Dec. 1st, 2005

qatarperegrine: (qatar)
This morning former Secretary of State Madeleine Albright spoke here, thanks to her connection with Georgetown University. She gave a brief but very good talk on the state of international politics and answered a lot of audience questions. (She said that one nice thing about not being Secretary of State anymore was being able to answer audience questions.)

To me, the most interesting thing she said was in response to a question about American stereotypes about Arabs. She said that Americans tend to assume that everyone else in the world wants to be Americans. Of course that's not news, but here's the interesting part: she said that this outlook pretty much worked during the Cold War, at least with regard to Central and Eastern Europe. To a large extent, she said, people in Soviet bloc countries did want to be like the West, and for an opposition leader to be linked to the West was seen as a positive thing (at least to other opposition-types).

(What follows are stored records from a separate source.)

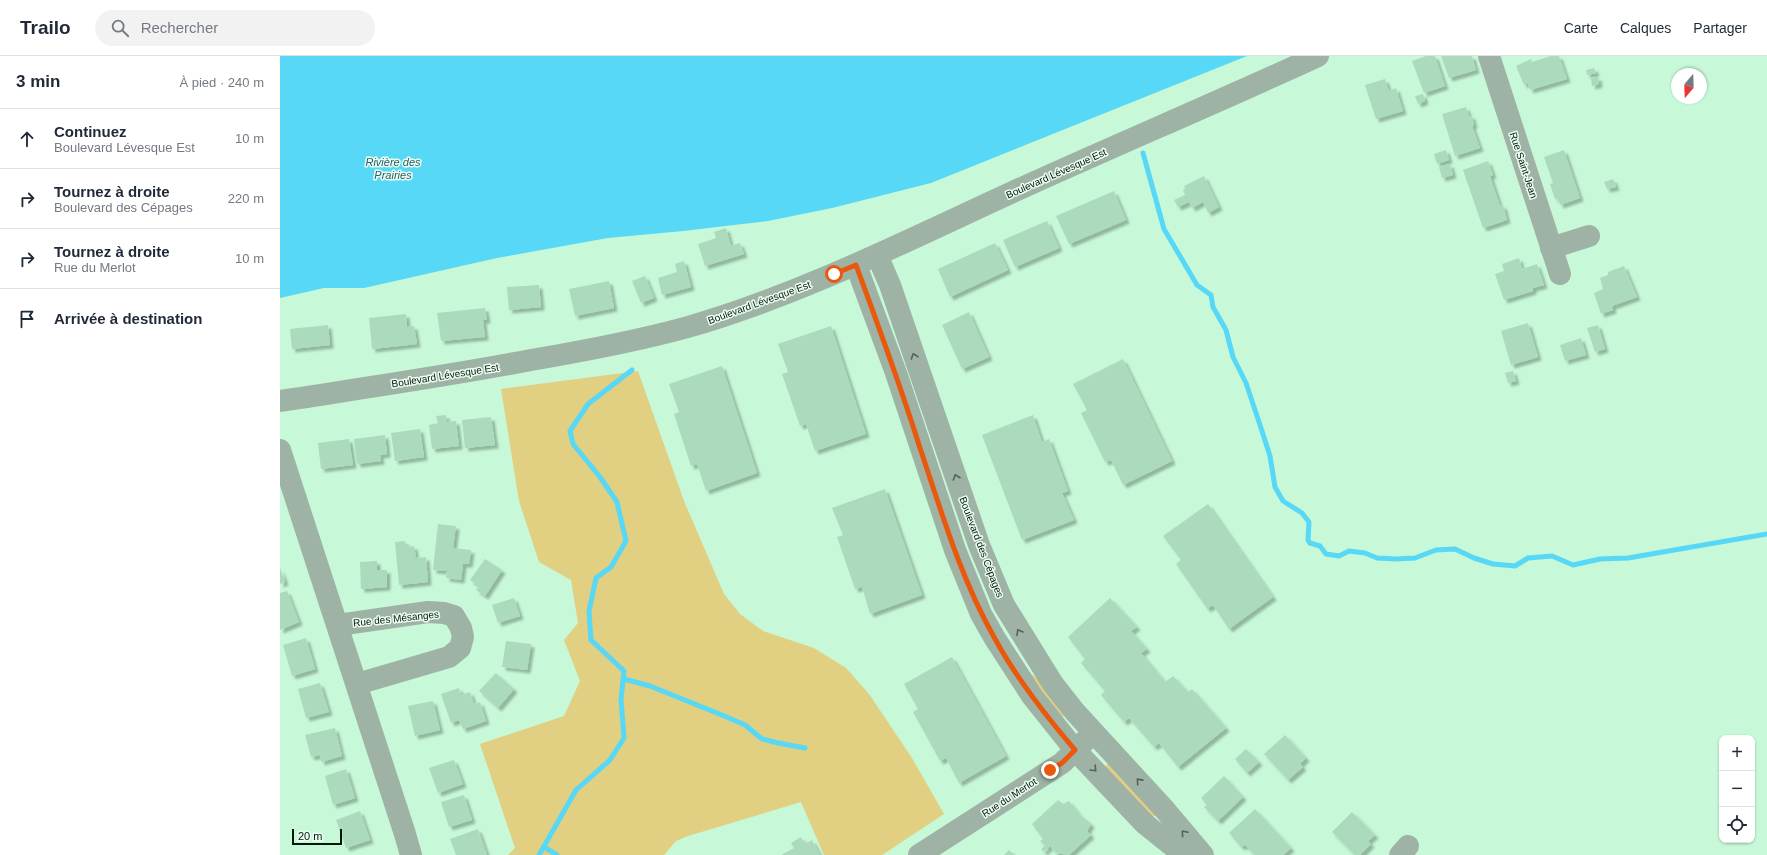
<!DOCTYPE html>
<html lang="fr">
<head>
<meta charset="utf-8">
<style>
	body { margin:0; font-family:Helvetica,sans-serif; background:#f2f2f3; color:#1f2937 }
	.controls { position:absolute; right:12px; bottom:12px; display:grid; overflow:hidden; border-radius:8px; box-shadow:0 1px 3px #0004 }
	.controls button { width:36px; height:36px; display:grid; place-items:center; padding:0; border:0; border-bottom:1px solid #e0e1e3; background:#fff; color:#1f2937; font:20px sans-serif }
	.compass { position:absolute; left:1391px; top:12px; width:36px; height:36px; border-radius:50%; background:#fff; box-shadow:0 1px 3px #0004; rotate:199deg }
	.scale { position:absolute; left:12px; bottom:10px; width:50px; box-sizing:border-box; padding-left:4px; border:2px solid #05170c; border-top:0; font-size:11px; line-height:14px; white-space:nowrap; color:#05170c; -webkit-text-stroke:3px #eafdf0; paint-order:stroke }
	.stop { position:absolute; width:12px; height:12px; margin:-9px; border:3px solid #ea580c; border-radius:50%; background:#fff }
	.stop.end { background:#ea580c; border-color:#fff; box-shadow:0 1px 4px #0008 }
	.list { margin:0; padding:0; list-style:none }
	h2 { display:flex; justify-content:space-between; align-items:center; height:52px; margin:0; padding:0 16px; font-size:17px }
	h2 small { font-size:13px; font-weight:400; color:#747a83 }
	.list li { display:grid; grid-template-columns:26px 1fr auto; gap:12px; align-items:center; box-sizing:border-box; height:60px; padding:0 16px; border-top:1px solid #e0e1e3 }
	.list b { display:block; font-size:15px; white-space:nowrap }
	.list p { margin:0; font-size:13px; white-space:nowrap; color:#747a83 }
	.list em { font-size:13px; font-style:normal; color:#747a83 }
	.icon { flex:none; width:22px; height:22px; fill:none; stroke:currentColor; stroke-width:2; stroke-linecap:round; stroke-linejoin:round }
	.map { position:relative; flex:none; width:1487px; height:799px; overflow:hidden }
	header { display:flex; align-items:center; gap:24px; box-sizing:border-box; height:56px; padding:0 20px; background:#fff; border-bottom:1px solid #e0e1e3 }
	header strong { font-size:19px }
	nav { display:flex; gap:22px; margin-inline-start:auto; font-size:14px }
	.search { width:280px; height:36px; background:#f2f2f3; display:flex; align-items:center; gap:10px; box-sizing:border-box; padding:0 14px; border-radius:22px; color:#747a83; font-size:15px }
	main { display:flex }
	aside { flex:1; background:#fff }
	.map>svg:first-child { display:block }
	.green { fill:#e1cf82 }
	.water { fill:#57d8f6 }
	.lines { fill:none; stroke-linecap:round; stroke-linejoin:round }
	.stream { stroke:#57d8f6; stroke-width:5 }
	.building { fill:#abdbbc; filter:url(#shadow) }
	.minor { stroke:#9eb2a5; stroke-width:22 }
	.oneway { stroke:#526458 }
	.route { stroke:#ea580c; stroke-width:5 }
	.labels { text-anchor:middle; stroke-width:3; stroke-linejoin:round; paint-order:stroke }
	.street-label { font-size:10px; fill:#05170c; stroke:#eafdf0 }
	.water-label { font-size:11px; font-style:italic; fill:#295e6b; stroke:#eafdf0 }
</style>
</head>
<body>
<header>
<strong>Trailo</strong>
<div class="search"><svg class="icon" aria-label="search" viewBox="0 0 24 24"><circle cx="10" cy="10" r="6"/><path d="M15 15l6 6"/></svg>Rechercher</div>
<nav><a>Carte</a><a>Calques</a><a>Partager</a></nav>
</header>
<main>
<aside>
<h2>3 min<small>À pied · 240 m</small></h2>
<ul class="list">
<li><svg class="icon" aria-label="ahead" viewBox="0 0 24 24"><path d="M12 20V5M6 11l6-6 6 6"/></svg><div><b>Continuez</b><p>Boulevard Lévesque Est</p></div><em>10 m</em></li>
<li><svg class="icon" aria-label="right" viewBox="0 0 24 24"><path d="M7 20v-9h11M14 6l5 5-5 5"/></svg><div><b>Tournez à droite</b><p>Boulevard des Cépages</p></div><em>220 m</em></li>
<li><svg class="icon" aria-label="right" viewBox="0 0 24 24"><path d="M7 20v-9h11M14 6l5 5-5 5"/></svg><div><b>Tournez à droite</b><p>Rue du Merlot</p></div><em>10 m</em></li>
<li><svg class="icon" aria-label="arrive" viewBox="0 0 24 24"><path d="M6 21V4h12l-3 4 3 4H6"/></svg><div><b>Arrivée à destination</b></div></li>
</ul>
</aside>
<div class="map">
<svg width="1487" height="799" viewBox="0 0 1487 799">
	<defs>
		<filter id="shadow"><feDropShadow dx="3.5" dy="3.5" stdDeviation="1" flood-color="#0004"/></filter>
	</defs>
	<rect width="100%" height="100%" fill="#c7f8d8"/>
	<g class="green">
		<path d="M358,315l46,130 40,93 16,20 23,17 51,17 32,20 23,26 43,64 32,56 -62,41h-58l-23,-53 -113,34 -12,5 -12,14h-156l7,-7 -35,-104 84,-28 16,-35 -16,-41 14,-17 -7,-43 -32,-18 -20,-61 -18,-112z"/>
		<path d="M749,616l8,6 30,35 -9,7z"/>
		<path d="M831,705l47,52 -8,7 -48,-51z"/>
	</g>
	<path class="water" d="M0,0h967l-316,127 -99,25 -64,13 -85,10 -75,7 -111,20 -133,30h-40l-44,10z"/>
	<g class="lines">
		<g class="stream">
			<path d="M863,97l21,76 33,56 14,10 2,12 13,23 7,27 13,26 15,45 9,28 5,31 8,14 19,12 7,9 -1,18 2,3 10,3 6,8 13,2 10,-5 16,2 12,5 19,1 19,-1 21,-8 19,-1 19,9 19,6 22,2 13,-8 24,-2 21,9 27,-6 28,-1 139,-24"/>
			<path d="M344,623l26,7 72,29 23,10 17,14 16,4 27,5"/>
			<path d="M264,791l13,8"/>
			<path d="M259,799l37,-65 34,-30 14,-22 -3,-39 3,-28 -33,-31 -2,-29 7,-33 15,-11 15,-26 -9,-39 -17,-25 -27,-33 -3,-13 18,-27 44,-34"/>
		</g>
	</g>
	<g class="building">
		<path d="M1146,0h9l10,30 -21,7 -12,-32z"/>
		<path d="M1161,0h31l4,14 -27,8z"/>
		<path d="M1270,0h9l8,23 -37,11 -2,-7 -4,2 -8,-19 15,-7 1,3z"/>
		<path d="M1314,12l2,5 -9,2 -1,-5z"/>
		<path d="M1318,21l1,7 -7,2 -1,-8z"/>
		<path d="M1105,23l4,12 7,-3 7,23 -27,8 -11,-34z"/>
		<path d="M1143,38l2,7 -7,3 -3,-8z"/>
		<path d="M1186,51l3,9h3l1,5 1,4 -2,1 8,22 -25,8 -13,-42z"/>
		<path d="M1166,94l3,10 -12,4 -3,-10z"/>
		<path d="M1284,94l16,48 -20,7 -2,-7 -3,1 -5,-15 3,-1 -9,-26z"/>
		<path d="M1208,105l5,14 -3,1 10,30 3,-1 4,15 -24,8 -20,-58z"/>
		<path d="M1170,108l3,11 -11,3 -3,-11z"/>
		<path d="M924,120l15,31 -11,6 -5,-11 -11,6 -3,-6 -11,5 -4,-7 11,-5 -2,-5 2,-1 -1,-3z"/>
		<path d="M1333,123l3,8 -9,2 -3,-7z"/>
		<path d="M834,135l12,29 -57,24 -13,-28z"/>
		<path d="M767,165l12,27 -44,19 -12,-27z"/>
		<path d="M446,172l5,18 9,-3 4,11 -39,12 -7,-22 18,-6 -2,-6z"/>
		<path d="M715,187l13,27 -58,27 -12,-28z"/>
		<path d="M1239,202l3,11 15,-5 7,21 -11,3v3l-29,9 -9,-26 9,-3 -2,-7z"/>
		<path d="M404,205l7,26 -29,8 -4,-17 19,-6 -2,-8z"/>
		<path d="M1344,210l13,31 -25,9 1,4 -12,4 -7,-21 9,-4 -3,-11 8,-3v-3z"/>
		<path d="M365,220l9,22 -13,5 -9,-22z"/>
		<path d="M329,225l5,27 -39,8 -6,-27z"/>
		<path d="M259,229l2,22 -32,3 -2,-23z"/>
		<path d="M205,252l2,12h-4l2,17 -44,4 -4,-28z"/>
		<path d="M689,256l20,45 -27,12 -20,-44z"/>
		<path d="M126,258l1,13 7,-1 3,18 -45,5 -3,-31z"/>
		<path d="M1248,267l10,34 -27,8 -10,-34z"/>
		<path d="M48,269l2,20 -38,4 -2,-20z"/>
		<path d="M1318,269l7,24 -10,3 -8,-24z"/>
		<path d="M551,270l35,108 -51,17 -9,-27 -6,2 -18,-52 6,-2 -10,-28z"/>
		<path d="M1301,282l5,17 -21,6 -5,-16z"/>
		<path d="M843,303l49,102 -49,24 -12,-25 -6,2 -24,-49 6,-3 -14,-26z"/>
		<path d="M442,310l35,107 -51,18 -9,-27 -6,2 -17,-52 5,-2 -10,-28z"/>
		<path d="M1233,315l3,10 -8,2 -3,-10z"/>
		<path d="M166,359l1,7 9,-1 3,25 -27,3 -3,-24 9,-2 -2,-7z"/>
		<path d="M753,359l9,27 7,-3 19,52 -6,2 12,27 -52,20 -40,-105z"/>
		<path d="M211,361l4,28 -30,3 -3,-28z"/>
		<path d="M140,373l4,28 -29,4 -4,-28z"/>
		<path d="M105,379l2,19 -7,1 1,6 -24,3 -3,-25z"/>
		<path d="M69,383l4,26 -32,4 -3,-26z"/>
		<path d="M605,433l37,106 -52,19 -8,-27 -7,2 -18,-52 6,-2 -11,-27z"/>
		<path d="M928,448l65,93 -44,32 -16,-24 -6,4 -1,-2 -30,-43 5,-4 -18,-24z"/>
		<path d="M158,468l18,2 -3,22 18,2 -2,14h-6l-2,16 -15,-2 1,-7 -14,-1z"/>
		<path d="M125,485l1,6 8,-1 2,12 10,-1 2,25 -29,3 -4,-43z"/>
		<path d="M205,503l17,11 -17,26 -9,-6 3,-4 -9,-6z"/>
		<path d="M97,505v9h10v17l-26,2 -1,-27z"/>
		<path d="M0,512l5,14 -5,2z"/>
		<path d="M7,535l12,31 -19,8v-37z"/>
		<path d="M234,542l6,18 -22,7 -6,-18z"/>
		<path d="M830,542l27,29 -6,4 16,18 -6,4 24,29 8,-6 15,16 4,-3 34,39 -48,39 -19,-24 -5,4 -25,-29 -5,4 -23,-27 4,-4 -24,-28 4,-4 -17,-22z"/>
		<path d="M26,582l9,31 -23,7 -9,-31z"/>
		<path d="M226,585l25,3 -4,26 -25,-3z"/>
		<path d="M672,601l54,99 -47,27 -13,-25 -6,3 -27,-49 5,-3 -14,-25z"/>
		<path d="M216,617l18,16 -16,19 -19,-17z"/>
		<path d="M40,627l9,29 -23,6 -8,-29z"/>
		<path d="M179,632l2,7 9,-3 4,12 6,-2 6,19 -23,8 -4,-9 -8,3 -10,-29z"/>
		<path d="M153,645l7,29 -25,6 -7,-30z"/>
		<path d="M55,672l7,28 -21,6 -1,-7 -9,2 -6,-22z"/>
		<path d="M1005,679l21,23 -6,6 3,3 -15,13 -24,-26z"/>
		<path d="M966,693l13,13 -12,11 -12,-14z"/>
		<path d="M174,704l9,24 -25,9 -9,-25z"/>
		<path d="M66,713l9,29 -22,7 -8,-29z"/>
		<path d="M944,720l19,21 -25,24 -14,-14 3,-2 -6,-7z"/>
		<path d="M184,739l8,25 -23,7 -8,-25z"/>
		<path d="M778,744l5,4 6,-3 10,13 12,10 -4,7 4,4 -22,20 -13,-2 -6,-7 -6,6 -3,-3 4,-3 -5,-5 3,-2 -11,-15z"/>
		<path d="M975,753l36,39 -8,7h-28l-10,-10 -4,2 -12,-14z"/>
		<path d="M80,755l10,29 -24,8 -10,-28z"/>
		<path d="M1072,756l23,23 -7,6 3,3 -11,11h-5l-23,-23z"/>
		<path d="M198,773l9,26h-31l-6,-16z"/>
		<path d="M521,781l4,7 7,-4 8,15h-39l13,-7 -3,-5z"/>
		<path d="M729,794l5,5h-10z"/>
	</g>
	<g class="lines">
		<g class="minor">
			<path d="M1209,0l71,218"/>
			<path d="M1271,192l38,-12"/>
			<path d="M597,199l13,30 89,260 25,60 49,79 22,28 90,98 38,45"/>
			<path d="M576,209l40,108 59,177 26,64 13,23 38,59 43,54 70,74 39,31"/>
			<path d="M0,345c84,-13 168,-25 251,-41 53,-9 106,-19 157,-33 114,-33 220,-87 327,-136 101,-46 203,-89 303,-135"/>
			<path d="M0,394l125,384 6,21"/>
			<path d="M58,569l90,-13 16,1 10,3 7,12 2,9 -3,11 -11,9 -92,27"/>
			<path d="M639,799l143,-92 24,-23"/>
			<path d="M1120,799l8,-9"/>
		</g>
	</g>
	<defs><path id="oneway-chevron" d="M-2-3.5L2.5 0L-2 3.5" fill="none" stroke-width="1.6" stroke-linecap="round" stroke-linejoin="round"/></defs>
	<g class="oneway">
		<use href="#oneway-chevron" transform="translate(634 300) rotate(-109)"/>
		<use href="#oneway-chevron" transform="translate(676 421) rotate(-109)"/>
		<use href="#oneway-chevron" transform="translate(739 576) rotate(-121)"/>
		<use href="#oneway-chevron" transform="translate(814 713) rotate(47)"/>
		<use href="#oneway-chevron" transform="translate(859 725) rotate(-132)"/>
		<use href="#oneway-chevron" transform="translate(904 777) rotate(-130)"/>
	</g>
	<g class="lines">
		<path class="route" d="M554,218l22,-9c22,60 44,119 63,180 22,65 41,132 75,192 22,41 51,78 81,113l-13,13 -12,7"/>
	</g>
	<g class="labels">
		<g class="street-label">
			<text transform="translate(1244 109) rotate(72)" y="4">Rue Saint-Jean</text>
			<text transform="translate(776 117) rotate(-24)" y="4">Boulevard Lévesque Est</text>
			<text transform="translate(479 246) rotate(-20)" y="4">Boulevard Lévesque Est</text>
			<text transform="translate(165 319) rotate(-9)" y="4">Boulevard Lévesque Est</text>
			<text transform="translate(702 491) rotate(69)" y="4">Boulevard des Cépages</text>
			<text transform="translate(116 562) rotate(-6)" y="4">Rue des Mésanges</text>
			<text transform="translate(729 741) rotate(-33)" y="4">Rue du Merlot</text>
		</g>
		<g class="water-label">
			<text x="113" y="110">Rivière des<tspan x="113" dy="13">Prairies</tspan></text>
		</g>
	</g>
</svg>
<div class="controls">
<button>+</button>
<button>−</button>
<button><svg class="icon" aria-label="locate" viewBox="0 0 24 24"><circle cx="12" cy="12" r="6"/><path d="M12 2v4M12 18v4M2 12h4M18 12h4"/></svg></button>
</div>
<svg class="compass" viewBox="-18 -18 36 36"><path d="M0-13l5 13h-10z" fill="#e53935"/><path d="M0 13l5-13h-10z" fill="#747a83"/></svg>
<div class="scale">20 m</div>
<div class="stop" style="left:554px;top:218px"></div>
<div class="stop end" style="left:770px;top:714px"></div>
</div>
</main>
</body>
</html>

But this they-all-want-to-be-like-us outlook does not work at all when it comes to the Arab world. Certainly there are things about America that people here would like to emulate... but we can't just assume that Arabs really want to be like Americans, or that the kind of society they would choose for themselves would look anything like our society. Thus even (especially?) for reformists in the Middle East, being linked to the West is "the kiss of death."

I'm wildly paraphrasing here, and I think I've inserted some of my own thoughts into hers. But I thought it was an interesting line of thinking, anyway. Living here has given me an appreciation for the kind of skepticism I hear expressed regarding the "American experiment" and the reasons that people are not willing to embrace Western values unreservedly. I think that's one of the things that makes it so painful to listen to Bush from Doha -- he talks as though there's only one, indivisible kind of "freedom" that we have and everyone else aspires to, and as though there is only one template for a well-ordered society.

That said, it's hard for me to consider as a well-ordered society one that imprisons gay men for... going to a party with other gay men.